Любопытство во мне снова пересилило страх.

– Но как это получается?

– Ничего сказать не могу-с, барышня. Сам не ведаю. Вот сей миг сидел я в лучшем тверском ресторане. Да-с! Только заказал раков. Но потянуло… И вот я тут.

– Не везет тебе, Иван Михалыч! – усмехнулась Крекшина. – От эдакого удовольствия оторвали.

У меня мороз по коже пошел: а если б этого тверского бродягу не выдернули некие потаенные силы, кто бы мне помог?! Бессмертная, как Кощей, старушенция точно затянула бы меня в свое время!

Но бродяга ничего этого, конечно, не понимал и злился:

– Опять мне рубли собирать! Надоело хуже горькой редьки. Пойду на телеграф. Холодно, а там у меня девица знакомая. Куртку теплую даст. Я ей все рассказал, она мне поверила и входит в мое грустное положение. Да-с! А впрочем, – бродяга хитро поглядел на меня, – вы, барышня, мне двенадцатый рубль дали, теперь окажите милость, дайте первый. Я ведь вам вроде как помог.

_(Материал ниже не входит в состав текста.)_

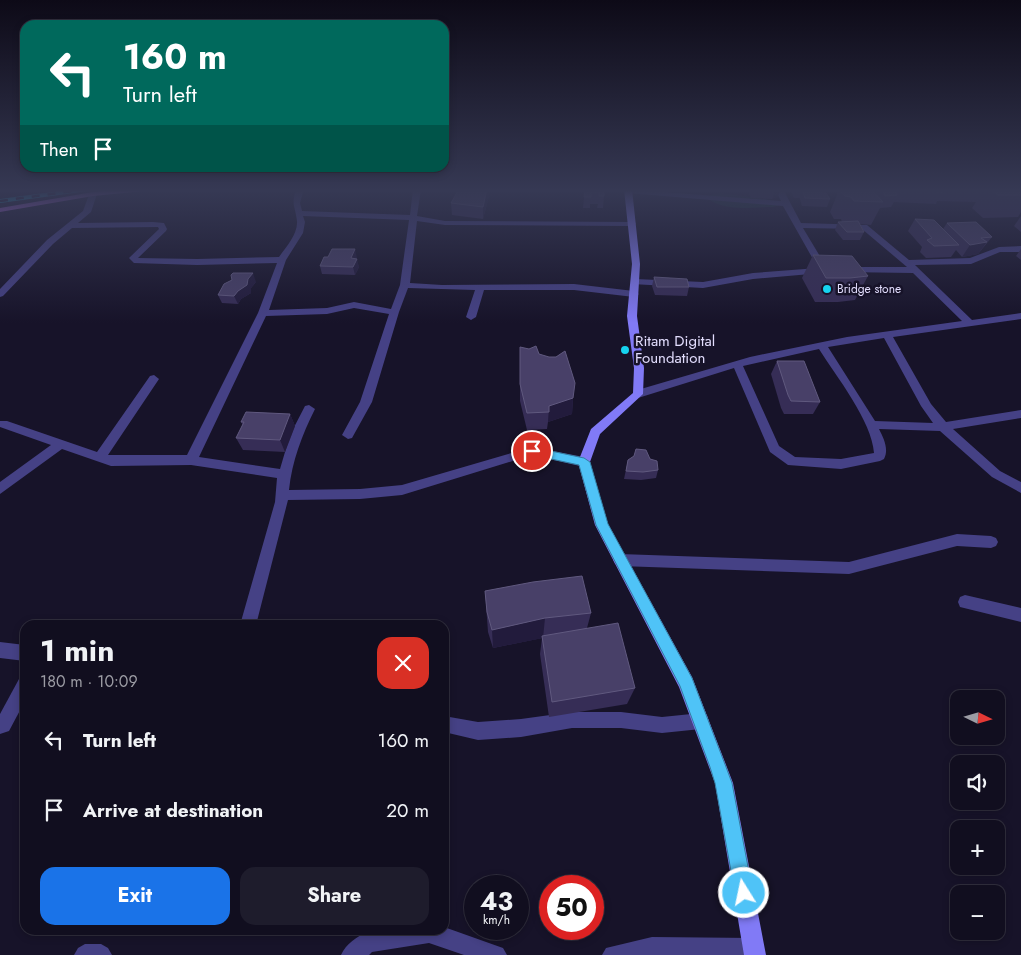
<!DOCTYPE html>
<meta charset="utf-8">
<style>
:root{--surface:#110e1f;--page:#1e1c2c;--text:#f1f3f6;--muted:#9c9ca4;--line:#302e3d;--accent:#1a73e8}
body{margin:0;font-family:Jost,sans-serif;background:var(--page);color:var(--text);height:100vh;display:flex;flex-direction:column;font-size:19px;white-space:nowrap}
*{box-sizing:border-box;margin:0}
p{font-size:16px;color:var(--muted)}
.icon{flex:none;width:28px;height:28px;fill:none;stroke:currentColor;stroke-width:2;stroke-linecap:round;stroke-linejoin:round}
.map{position:relative;flex:1;overflow:hidden}
.details{position:absolute;left:20px;top:620px;width:429px;height:315px;display:flex;flex-direction:column;background:var(--surface);border-radius:15px;box-shadow:0 2px 8px #0003,0 0 0 1px var(--line)}
.details>*{flex:none}
.guide{position:absolute;left:20px;top:20px;width:429px;height:152px;border-radius:15px;box-shadow:0 2px 8px #0003,0 0 0 1px var(--line);background:#00695c;color:#fff;overflow:hidden}
.needle{width:32px;rotate:95deg}
.fabs{position:absolute;left:950px;top:690px;display:grid;gap:10px}
.fabs a{display:grid;place-items:center;width:55px;height:55px;border-radius:10px;background:var(--surface);box-shadow:0 2px 8px #0003,0 0 0 1px var(--line);font-size:25px}
.speed{position:absolute;left:464px;top:875px;display:flex;gap:10px;font-size:25px;font-weight:700;text-align:center}
.speed>*{display:grid;place-content:center;width:65px;height:65px;border-radius:50%;background:var(--surface);box-shadow:0 2px 8px #0003,0 0 0 1px var(--line);line-height:1}
.speed small{font-size:12px;font-weight:400}
.speed .limit{border:8px solid #d22;background:#fff;color:#111}
.pin{position:absolute;display:grid;place-items:center;width:42px;height:42px;color:#fff;margin:-21px;border:2px solid #fff;border-radius:50%;box-shadow:0 1px 5px #0007}
.me{position:absolute;width:55px;margin:-28px;rotate:350deg;stroke-linejoin:round;filter:drop-shadow(0 0 4px #0008)}
.turn{display:flex;align-items:center;gap:18px;height:105px;padding:0 20px;font-size:22px}
.turn .icon{width:65px;height:65px;stroke-width:2.5}
.turn b{display:block;font-size:35px;line-height:42px}
.then{display:flex;align-items:center;height:48px;padding:0 20px;background:#0003;gap:10px;font-size:19px}
.round{display:grid;place-items:center;flex:none;width:52px;height:52px;border-radius:15px;background:var(--page)}
.overview{display:flex;align-items:center;justify-content:space-between;height:85px;padding:0 20px}
h1{font-size:30px;font-weight:700;line-height:38px}
.primary-button{display:flex;gap:10px;margin-top:auto;padding:10px 20px}
.primary-button a{flex:1;height:58px;border-radius:15px;background:var(--accent);color:#fff;font-size:20px;font-weight:700;line-height:58px;text-align:center}
.primary-button a+a{background:var(--page);color:var(--text)}
ul{padding:0;list-style:none}
li{display:flex;align-items:center;gap:15px;height:70px;padding:0 20px}
li div{flex:1}
li b{display:block;font-size:19px}
li em{font-style:normal}
.map>svg:first-child{display:block}
.green{fill:#163333}
.lines{fill:none;stroke-linecap:round;stroke-linejoin:round}
.minor{fill:#454185;fill-rule:evenodd}
.secondary{fill:#817af6;fill-rule:evenodd}
.primary{fill:#c66bf5;fill-rule:evenodd}
.rail-casing{stroke:#16d3f0;stroke-width:4}
.rail{stroke:#171329;stroke-width:2.5;stroke-dasharray:8;stroke-linecap:butt}
.wall{fill:#362d56}
.shaded-wall{fill:#221b3c}
.building{fill:#484068;stroke:#60597f}
.route{fill:#4fc3f7;stroke:#337fa1}
.poi-dot{fill:#16d3f0;stroke:#171329;stroke-width:2}
.labels{text-anchor:middle;stroke-width:5;stroke-linejoin:round;paint-order:stroke}
.far-poi-label{font-size:12px;fill:#e2ddfd;stroke:#171329;text-anchor:start}
.poi-label{font-size:15px;fill:#e2ddfd;stroke:#171329;text-anchor:start}
</style>
<div class="map">
<svg width="1021" height="955" viewBox="0 0 1021 955">
<rect width="100%" height="100%" fill="#171329"/>
<!-- green -->
<path class="green" d="M720 193 766 199 780 205 773 207C751 207 727 212 708 199V196Z"/>
<g class="lines">
<!-- minor -->
<g class="minor">
<path d="M296 189H304L300 203 302 211 410 215 413 189H421L417 216 445 221 635 222 636 224 632 226 445 225 417 221 410 283 442 285 574 284 634 291 639 294 634 297 574 290H484L476 317 471 320 466 317 475 290 408 288 399 312 372 402 352 438 348 439 342 435 360 402 389 314 354 308 327 314 266 316 199 457 280 469 290 435 305 406 309 405 315 409C302 435 292 461 289 490L360 489 402 485 532 447 584 457 588 459 590 462 588 465 584 467 532 455 402 495 360 499 288 500 256 625H240L275 502 277 478 191 465 111 466 62 449 0 494V482L51 445 0 427V421H7L97 452 150 376 154 375 159 379 108 455H187L258 313 277 263 197 265 134 263 129 258 159 229 158 227 72 228 53 244 3 296 0 297V289L47 240 83 211 90 192 97 194 91 212 78 223 153 222 164 223 167 229 166 231 138 258 197 259 279 257C286 247 298 234 297 221 295 205 291 206 296 189ZM303 216 409 220 400 285 391 309 354 302 327 308 269 310 286 260 303 233 305 222Z"/>
<path d="M625 189 781 201 775 189H783L801 223 867 225 909 260 970 258 999 247 1021 246V252H1000L971 264 915 265 972 320 1021 313V319L893 337 931 404 946 422 1021 410V418L953 429 1000 471 1021 482V493L992 477 940 431 879 429C884 439 889 449 884 459L880 461 841 469 788 465 770 452 734 368 638 398 634 397 633 394 634 391 750 357 847 337 962 321 913 273 844 272 843 270 847 267H907L862 229 803 228 827 268 822 273 753 279 703 288 632 284V280L635 279 703 282 753 273 818 268 783 206 628 193H625ZM884 338 921 406 933 423 875 421 828 347ZM819 349C836 376 872 421 874 453L841 459 795 457 779 446 743 366Z"/>
<polygon points="957,534 991,536 996,538 998,542 996,546 991,548 957,546 849,574 620,566 615,564 613,560 615,556 620,554 849,562"/>
<polygon points="965,595 1021,608 1021,622 960,607 958,602 960,597"/>
<polygon points="0,642 25,645 25,661 0,658"/>
<polygon points="25,677 25,701 9,731 0,734 0,714 19,679"/>
<polygon points="572,712 621,712 662,717 701,713 707,715 709,721 707,727 701,729 662,733 621,728 572,728 521,737 478,740 444,732 444,716 478,722 521,719"/>
<path d="M444 927 503 948 507 955H464L429 943 372 952 369 955H341C346 944 357 936 368 932L444 930Z"/>
<polygon points="652,937 754,938 761,941 764,948 762,955 602,955 606,948"/>
<polygon points="85,944 101,944 108,948 112,955 74,955 78,948"/>
</g>
<!-- secondary -->
<polygon class="secondary" points="624,189 632,189 640,264 637,316 644,368 643,394 600,434 590,462 608,524 692,677 733,783 766,955 744,955 715,783 679,687 595,525 578,462 591,429 633,393 634,368 627,316 632,264"/>
<!-- primary -->
<polygon class="primary" points="121,189 148,189 144,191 93,196 0,212 0,208 93,192"/>
<!-- rail casing -->
<g class="rail-casing">
<polyline id="rail" points="0,201 88,189"/>
</g>
<!-- rail -->
<use href="#rail" class="rail"/>
</g>
<!-- wall -->
<g class="wall">
<polygon points="321,189 354,189 353,192 322,192"/>
<polygon points="585,189 604,189 604,196 603,208 597,208 598,204 590,204 590,208 583,208"/>
<polygon points="747,189 780,189 778,196 772,199 751,198"/>
<polygon points="790,189 822,189 820,193 830,199 827,207 802,206 800,199 800,198 794,198"/>
<polygon points="839,189 1021,189 1021,212 1018,217 983,218 972,208 976,202 937,201 936,204 894,202 891,207 880,208 871,225 860,224 864,232 860,240 843,240 835,230 838,222 842,222 841,219 834,219 830,212 837,195 837,193"/>
<polygon points="489,196 483,219 452,215 451,203"/>
<polygon points="1021,216 1021,232 1014,226"/>
<polygon points="915,219 943,229 947,223 992,237 978,254 962,257 956,250 951,257 926,258 920,252 922,247 908,231"/>
<polygon points="1021,249 1021,260 1016,256"/>
<polygon points="813,255 868,276 855,300 838,302 815,302 802,278"/>
<polygon points="357,258 356,259 359,267 355,275 322,274 320,266"/>
<polygon points="654,277 689,287 687,296 655,295 652,286"/>
<polygon points="256,282 251,288 251,293 241,299 238,304 222,303 218,295"/>
<polygon points="520,347 539,354 573,398 572,414 548,422 547,429 527,430 520,401"/>
<polygon points="777,361 820,402 813,414 784,414 781,408 771,374"/>
<polygon points="290,414 295,426 285,452 243,450 236,438 243,425 241,422"/>
<polygon points="650,459 658,470 656,478 641,480 624,479 628,460"/>
<polygon points="485,591 591,613 587,628 635,688 627,704 549,717 540,654 542,638 493,648 488,632"/>
</g>
<!-- shaded-wall -->
<g class="shaded-wall">
<polygon points="487,189 488,189 489,196 483,219 483,207"/>
<polygon points="776,189 780,189 778,196 772,199"/>
<polygon points="987,242 978,254 962,257 970,245"/>
<polygon points="355,249 357,258 353,266 351,258"/>
<polygon points="357,259 359,267 355,275 353,267"/>
<polygon points="253,273 256,282 251,288 251,293 241,299 238,304 234,296"/>
<polygon points="573,398 572,414 548,422 549,406"/>
<polygon points="290,414 295,426 285,452 280,440"/>
<polygon points="545,618 543,638 493,648 492,630"/>
</g>
<!-- building -->
<g class="building">
<polygon points="459,189 487,189 483,207 451,203"/>
<polygon points="585,189 604,189 604,196 599,196 599,192 591,192 591,197 584,197"/>
<polygon points="844,189 879,189 881,191 844,190"/>
<polygon points="882,189 893,189 897,195 885,196"/>
<polygon points="896,189 939,189 943,192 896,190"/>
<polygon points="940,189 984,189 983,190 950,190"/>
<polygon points="990,189 1021,189 1021,195 998,195"/>
<polygon points="840,190 872,190 883,202 854,201 851,197 845,196"/>
<polygon points="803,192 826,193 830,199 805,198"/>
<polygon points="915,219 934,220 959,245 934,246 927,240 932,238"/>
<polygon points="858,221 864,232 847,232 838,222"/>
<polygon points="976,222 992,237 981,238 987,242 970,245 947,223"/>
<polygon points="332,249 355,249 351,258 357,259 353,267 320,266 324,257 328,257"/>
<polygon points="813,255 852,256 868,276 850,278 826,278"/>
<polygon points="233,273 253,273 248,279 247,285 238,291 234,296 218,295 224,284 232,280 231,275"/>
<polygon points="654,277 687,279 689,287 657,287"/>
<polygon points="536,346 539,354 549,357 556,357 565,351 575,383 573,398 549,406 549,412 527,413 520,384 520,347 529,349"/>
<polygon points="777,361 804,361 820,402 791,401 788,395"/>
<polygon points="246,412 290,414 280,440 236,438 244,422 241,422"/>
<polygon points="636,449 646,450 650,459 657,461 658,470 643,472 626,471 628,460 634,456"/>
<polygon points="582,576 591,613 545,618 492,630 487,612 485,591 533,582"/>
<polygon points="618,623 635,688 552,702 542,636"/>
</g>
<!-- sky -->
<linearGradient id="sky" x2="0" y2="1"><stop stop-color="#0d0a17"/><stop offset="0.59" stop-color="#363954"/><stop offset="1" stop-color="#363954" stop-opacity="0"/></linearGradient>
<rect width="1021" height="323" fill="url(#sky)"/>
<!-- route -->
<polygon class="route" points="532,447 584,458 590,462 608,524 692,678 726,767 732,783 753,893 750,900 744,902 737,900 735,893 715,783 710,767 680,686 596,525 579,465 528,454 526,451"/>
<!-- markers -->
<g class="poi-dot">
<circle cx="827" cy="289" r="5"/>
<circle cx="625" cy="350" r="5"/>
</g>
<g class="labels">
<!-- far-poi labels -->
<g class="far-poi-label">
<text x="837" y="293">Bridge stone</text>
</g>
<!-- poi labels -->
<g class="poi-label">
<text x="635" y="346">Ritam Digital<tspan x="635" dy="17">Foundation</tspan></text>
</g>
</g>
</svg>
<div class="fabs">
<a><svg class="needle" viewBox="-14 -14 28 28"><path d="M0-13l5 13h-10z" fill="#e53935"/><path d="M0 13l5-13h-10z" fill="#9c9ca4"/></svg></a>
<a><svg class="icon" aria-label="sound" viewBox="0 0 24 24"><path d="M4 9h4l5-4v14l-5-4H4zM17 9q2 3 0 6"/></svg></a>
<a>+</a>
<a>−</a>
</div>
<div class="speed"><div>43<small>km/h</small></div><div class="limit">50</div></div>
<div class="pin" style="left:532px;top:451px;background:#d93025"><svg class="icon" aria-label="arrive" viewBox="0 0 24 24"><path d="M6 21V4h12l-3 4 3 4H6"/></svg></div>
<svg class="me" style="left:744px;top:893px" viewBox="-20 -20 40 40"><circle r="17" fill="#4fc3f7" stroke="#fff" stroke-width="3"/><path d="M0-11L8 9 0 5-8 9z" fill="#fff"/></svg>
<div class="guide">
<div class="turn"><svg class="icon" aria-label="left" viewBox="0 0 24 24"><path d="M17 20v-9H6M10 6l-5 5 5 5"/></svg><div><b>160 m</b>Turn left</div></div>
<div class="then">Then<svg class="icon" aria-label="arrive" viewBox="0 0 24 24"><path d="M6 21V4h12l-3 4 3 4H6"/></svg></div>
</div>
<section class="details">
<div class="overview"><div><h1>1 min</h1><p>180 m · 10:09</p></div><a class="round" style="background:#d93025;color:#fff"><svg class="icon" aria-label="close" viewBox="0 0 24 24"><path d="M6 6l12 12M18 6L6 18"/></svg></a></div>
<ul>
<li><svg class="icon" aria-label="left" viewBox="0 0 24 24"><path d="M17 20v-9H6M10 6l-5 5 5 5"/></svg><div><b>Turn left</b></div><em>160 m</em></li>
<li><svg class="icon" aria-label="arrive" viewBox="0 0 24 24"><path d="M6 21V4h12l-3 4 3 4H6"/></svg><div><b>Arrive at destination</b></div><em>20 m</em></li>
</ul>
<div class="primary-button"><a>Exit</a><a>Share</a></div>
</section>
</div>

Вы же не хотели идти с Варварой Петровной?

Крекшина хихикнула:

– Не хотела! Да обычно мало кто хочет. Но приходится. Очень уж я новеньких гостей обожаю.

«Так вот куда деваются люди, уходящие по делам и не возвращающиеся домой! – ахнула про себя я. – Небось такая вечно живая Крекшина не одна в городе!»

А старушка между тем вздохнула грустненько и процедила недовольно:

– Ну ладно, прощай, девонька. Отдай Иван Михалычу его рубль!

И, открыв дверь своего дома, неугомонная старушенция шагнула обратно.

Я полезла в кошелек.

– Давайте скорее! – торопил Михалыч. – Холодно сильно!

И, выхватив у меня бумажку, ринулся в темноту – понесся к телеграфу, где знакомая из ХХ века держит для него куртку.

Я обернулась на дверь, куда ускользнула Крекшина. Но стена была гладкой. Видно, из моего времени двери в прошлое не предусматривалось.

Пулей и я метнулась по Тверскому. Пусть бульвар и место силы. Только для меня она оказалась чересчур мистической. Аж жуть берет! Получается, если б утром я не дала странному встречному рубль, вечером старуха Крекшина затащила бы меня в свое время. И что бы я там стала делать?! Это же было еще время крепостных…

Вылетев на улицу Горького (когда еще она снова станет Тверской!), я посмотрела на часы. Мама дорогая! Мне казалось, я проговорила со старухой Варварой полчасика, а вышло больше двух часов. Сейчас было без четверти двенадцать. На встречу в театре Оперетты я давно опоздала, не опоздать бы на последний поезд метро!

Некто в ночном переулке

Брюсов переулок

В час луны и в час заката…

Мирра Лохвицкая.

Забытое заклятье

Домой я добралась без приключений. Однако после горячего чая заснуть не удалось. Я кинулась к книжным полкам. Старуха Варвара упоминала Пушкина – и я стала разыскивать ее по книгам, посвященным поэту. Выяснилось невероятное!

Варвара Петровна Пуколова-Крекшина действительно жила в Москве и прославилась как невероятная чудачка и богачка. Видно, в молодости была она действительно прелестна – и муж Крекшин (между прочим, обер-прокурор Синода), и любовник Аракчеев души в ней не чаяли. Она пережила их всех и умерла то ли на восемьдесят четвертом году жизни, то ли еще позже. Точной даты неизвестно – может, в 70-х, а может, и 80-х годах XIX века.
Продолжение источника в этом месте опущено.